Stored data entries
········

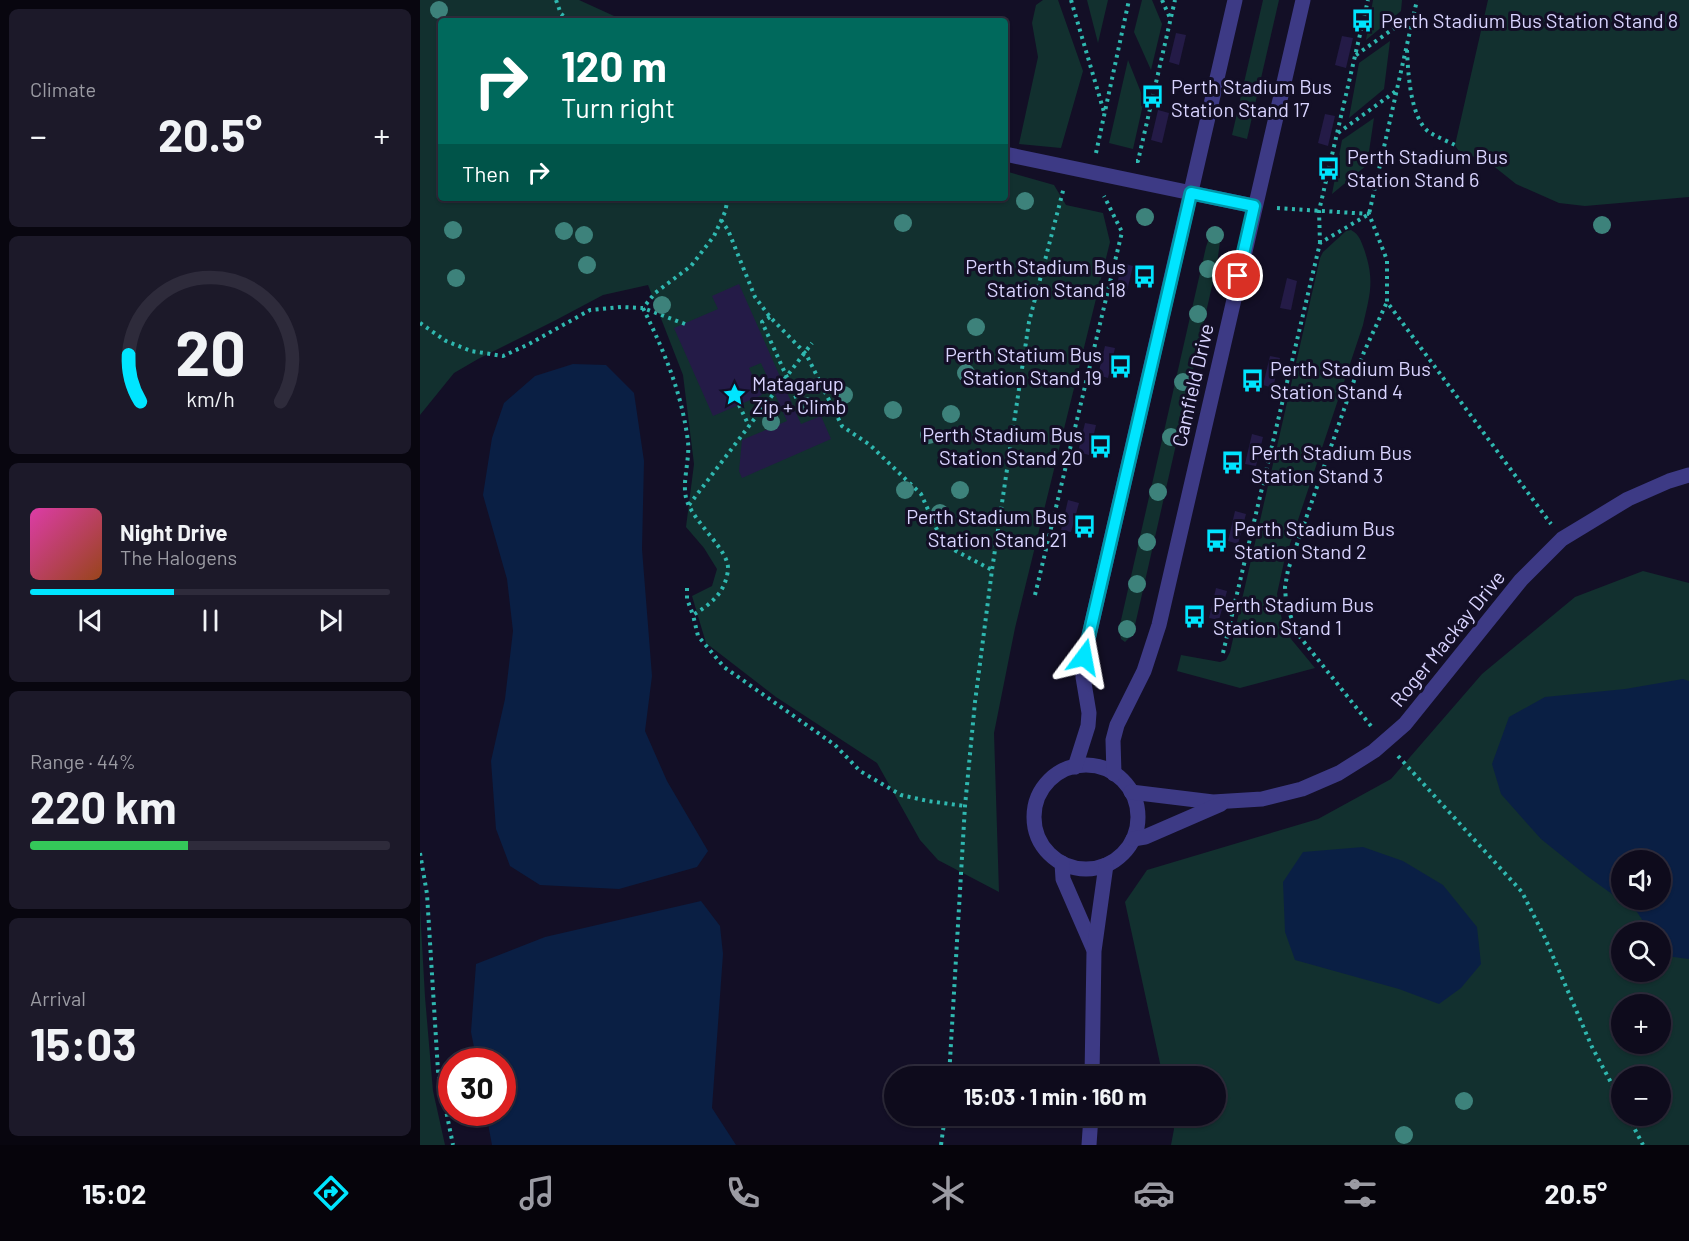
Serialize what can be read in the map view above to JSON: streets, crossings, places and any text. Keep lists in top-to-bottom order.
{
  "streets": {
    "street": ["Camfield Drive", "Roger Mackay Drive"]
  },
  "crossings": [
    ["Camfield Drive", "Roger Mackay Drive"]
  ],
  "places": {
    "bus stop": [
      "Perth Stadium Bus Station Stand 8",
      "Perth Stadium Bus Station Stand 17",
      "Perth Stadium Bus Station Stand 6",
      "Perth Stadium Bus Station Stand 18",
      "Perth Statium Bus Station Stand 19",
      "Perth Stadium Bus Station Stand 4",
      "Perth Stadium Bus Station Stand 20",
      "Perth Stadium Bus Station Stand 3",
      "Perth Stadium Bus Station Stand 21",
      "Perth Stadium Bus Station Stand 2",
      "Perth Stadium Bus Station Stand 1"
    ],
    "place": ["Matagarup Zip + Climb"]
  },
  "page": {
    "tile": [
      "Climate",
      ["Range · 44%", "220 km"],
      ["Arrival", "15:03"]
    ],
    "turn": ["120 m", "Turn right"],
    "heat": ["−", "20.5°", "+"],
    "then": "Then",
    "song": ["Night Drive", "The Halogens"],
    "map_buttons": ["+", "−"],
    "limit": "30",
    "trip": "15:03 · 1 min · 160 m",
    "tabs": ["15:02", "20.5°"],
    "gauge": ["20", "km/h"]
  }
}
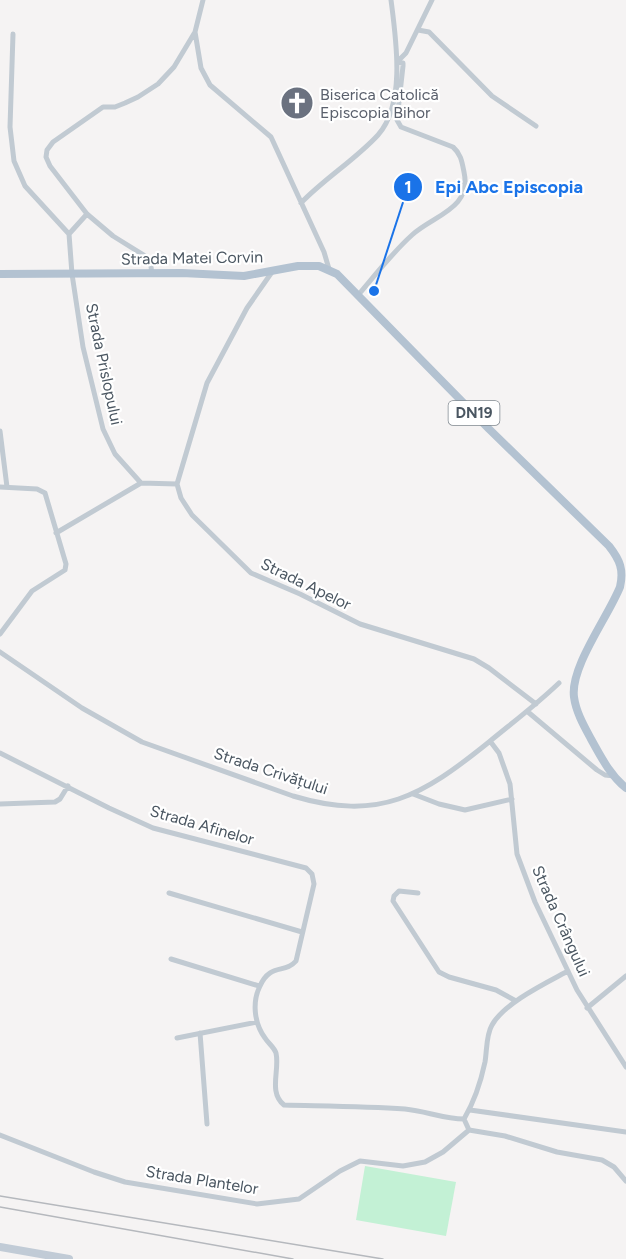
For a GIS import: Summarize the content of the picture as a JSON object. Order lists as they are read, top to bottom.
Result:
{
  "streets": {
    "main road": ["Strada Matei Corvin", "DN19"],
    "street": [
      "Strada Prislopului",
      "Strada Apelor",
      "Strada Crivățului",
      "Strada Afinelor",
      "Strada Crângului",
      "Strada Plantelor"
    ]
  },
  "crossings": [
    ["Strada Matei Corvin", "Strada Prislopului"],
    ["Strada Matei Corvin", "DN19"],
    ["Strada Apelor", "Strada Crivățului"],
    ["Strada Crivățului", "Strada Crângului"]
  ],
  "places": {
    "church": ["Biserica Catolică Episcopia Bihor"],
    "other": ["Epi Abc Episcopia"]
  }
}
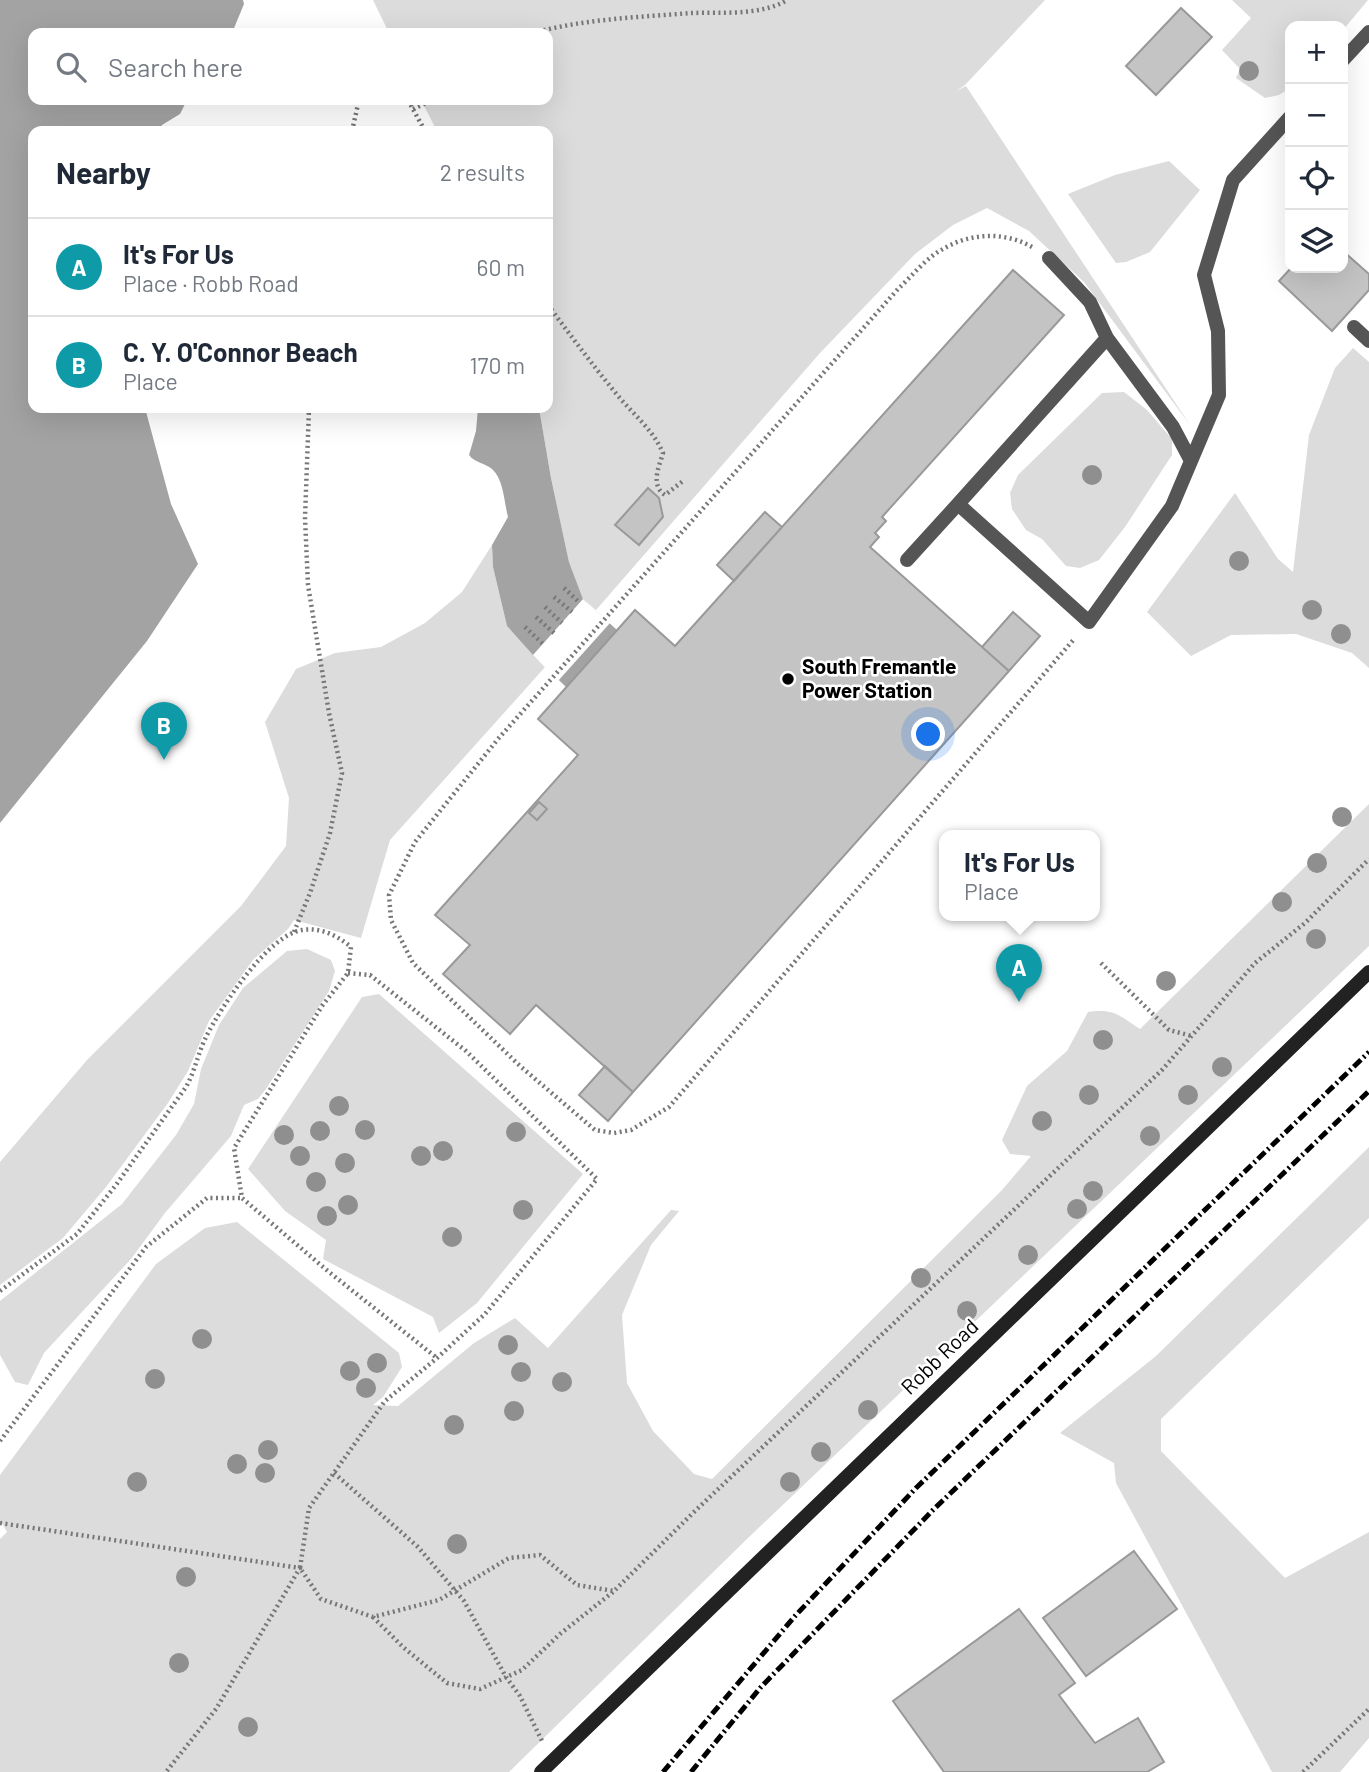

········

## Exercise
Exactly repeat the data above; the pictures do not belong in your copy.

## Response area
Serialize what can be read in the map view above to JSON: streets, crossings, places and any text. Keep lists in top-to-bottom order.
{
  "streets": {
    "street": ["Camfield Drive", "Roger Mackay Drive"]
  },
  "crossings": [
    ["Camfield Drive", "Roger Mackay Drive"]
  ],
  "places": {
    "bus stop": [
      "Perth Stadium Bus Station Stand 8",
      "Perth Stadium Bus Station Stand 17",
      "Perth Stadium Bus Station Stand 6",
      "Perth Stadium Bus Station Stand 18",
      "Perth Statium Bus Station Stand 19",
      "Perth Stadium Bus Station Stand 4",
      "Perth Stadium Bus Station Stand 20",
      "Perth Stadium Bus Station Stand 3",
      "Perth Stadium Bus Station Stand 21",
      "Perth Stadium Bus Station Stand 2",
      "Perth Stadium Bus Station Stand 1"
    ],
    "place": ["Matagarup Zip + Climb"]
  },
  "page": {
    "tile": [
      "Climate",
      ["Range · 44%", "220 km"],
      ["Arrival", "15:03"]
    ],
    "turn": ["120 m", "Turn right"],
    "heat": ["−", "20.5°", "+"],
    "then": "Then",
    "song": ["Night Drive", "The Halogens"],
    "map_buttons": ["+", "−"],
    "limit": "30",
    "trip": "15:03 · 1 min · 160 m",
    "tabs": ["15:02", "20.5°"],
    "gauge": ["20", "km/h"]
  }
}
For a GIS import: Summarize the content of the picture as a JSON object. Order lists as they are read, top to bottom.
Result:
{
  "streets": {
    "main road": ["Strada Matei Corvin", "DN19"],
    "street": [
      "Strada Prislopului",
      "Strada Apelor",
      "Strada Crivățului",
      "Strada Afinelor",
      "Strada Crângului",
      "Strada Plantelor"
    ]
  },
  "crossings": [
    ["Strada Matei Corvin", "Strada Prislopului"],
    ["Strada Matei Corvin", "DN19"],
    ["Strada Apelor", "Strada Crivățului"],
    ["Strada Crivățului", "Strada Crângului"]
  ],
  "places": {
    "church": ["Biserica Catolică Episcopia Bihor"],
    "other": ["Epi Abc Episcopia"]
  }
}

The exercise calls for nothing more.